Download documents from Companies House API

Hi,

I am trying to download a document using companies house API with the following steps:

  1. Get Filing History List
  2. Get Filing History Item
  3. Get document metadata from the url which comes as response from step-2 ---- This step never returns me anything and keep on retrying. – I am using power automate to hit the URLs.

After this step, I am not able to move forward as getting document metadata never returns.

Please suggest where am I doing wrong.

Thanks

Welcome. Downloading documents is something that seems to cause people troubles.
I know nothing about “power automate” - presumably Microsoft Power Automate? So I can’t help you with the details of that but it sounds like you’ve at least managed to connect to Companies House.

It’s not clear exactly the URLs / data you were sending. It is sometimes helpful to know this when trying to understand an issue with a web service / REST API. You can always obscure some of the details!
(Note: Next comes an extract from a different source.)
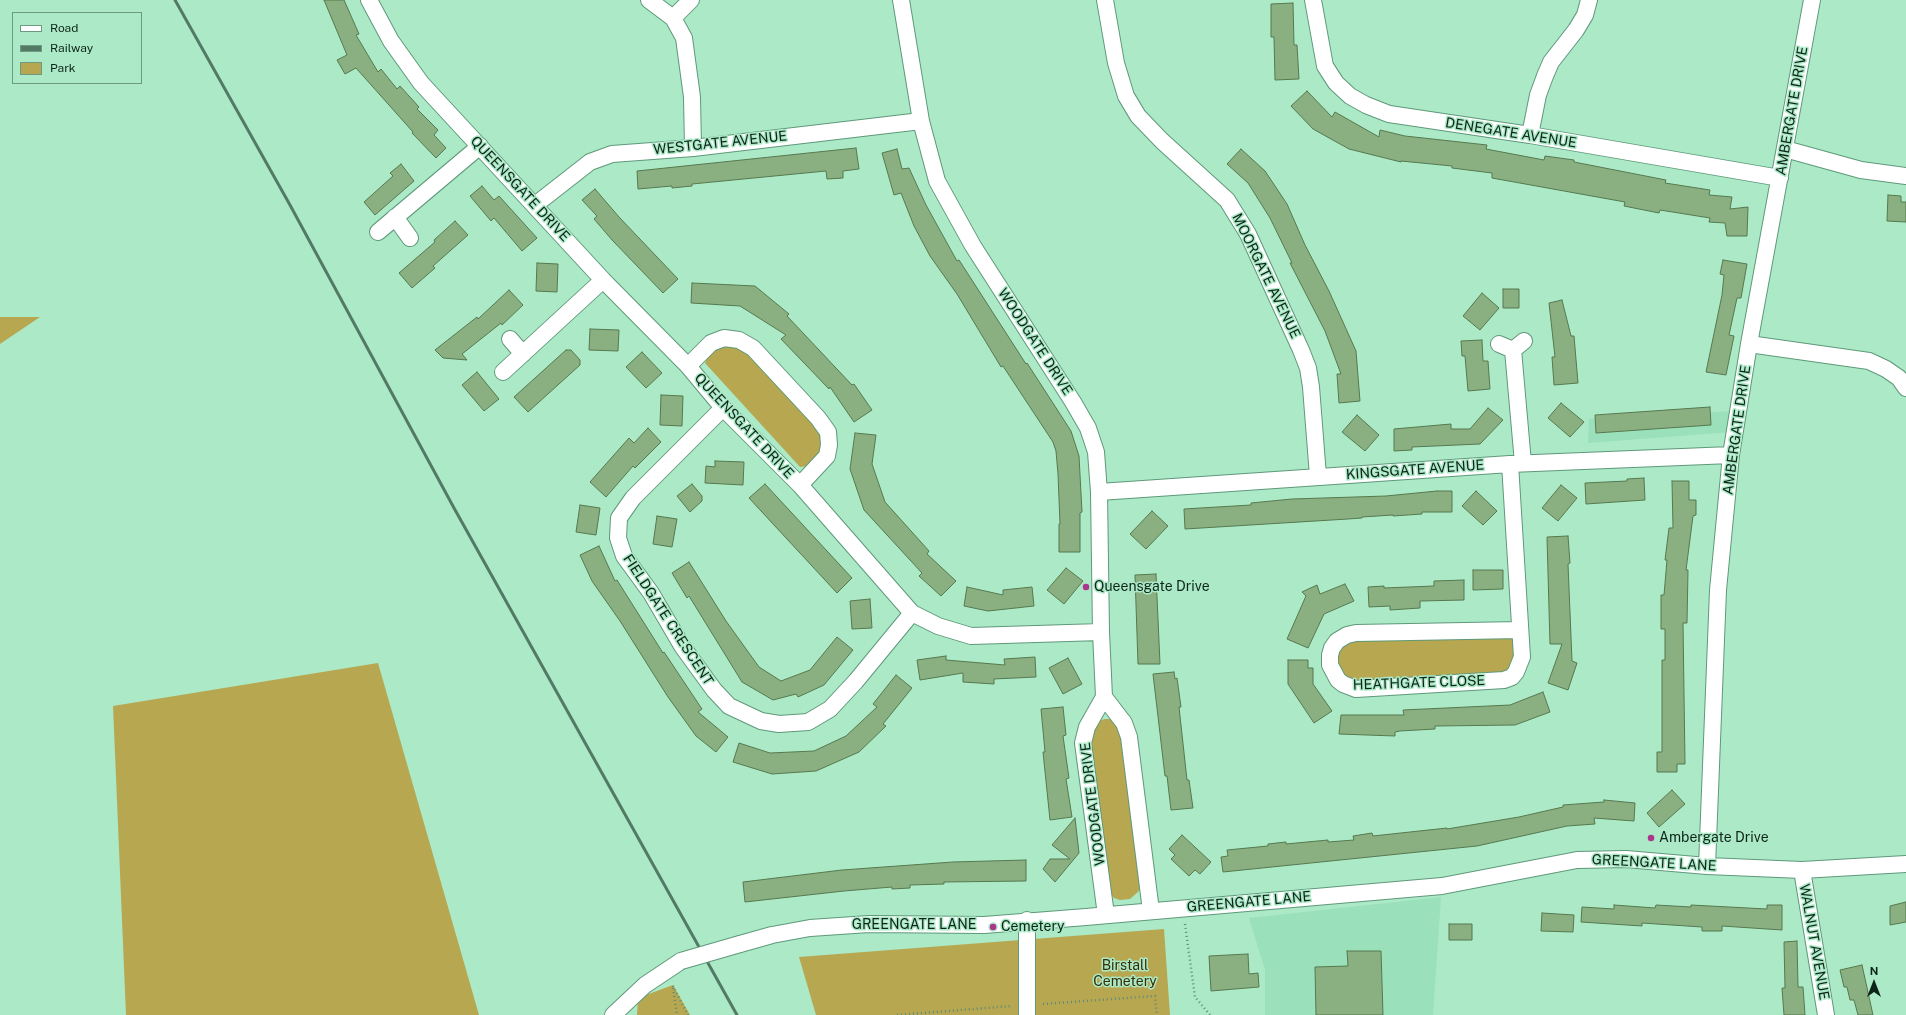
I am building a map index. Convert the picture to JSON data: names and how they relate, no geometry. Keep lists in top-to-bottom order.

Your problem may be due to the fact that the document metadata (and indeed document data) is on a different host (“document-api.company-information.service.gov.uk” vs. “api.company-information.service.gov.uk”). Also in the past you might see slightly different hosts listed in the returned data. They should still work fine. However I can’t tell what you actually sent so I don’t know.

A quick step through of what I guess you’re doing:

  1. Get Filing History List - you make a request to https://api.company-information.service.gov.uk/company/{company_number}/filing-history (substitute the appropriate {company_number}) as described in the Filing History List Docs.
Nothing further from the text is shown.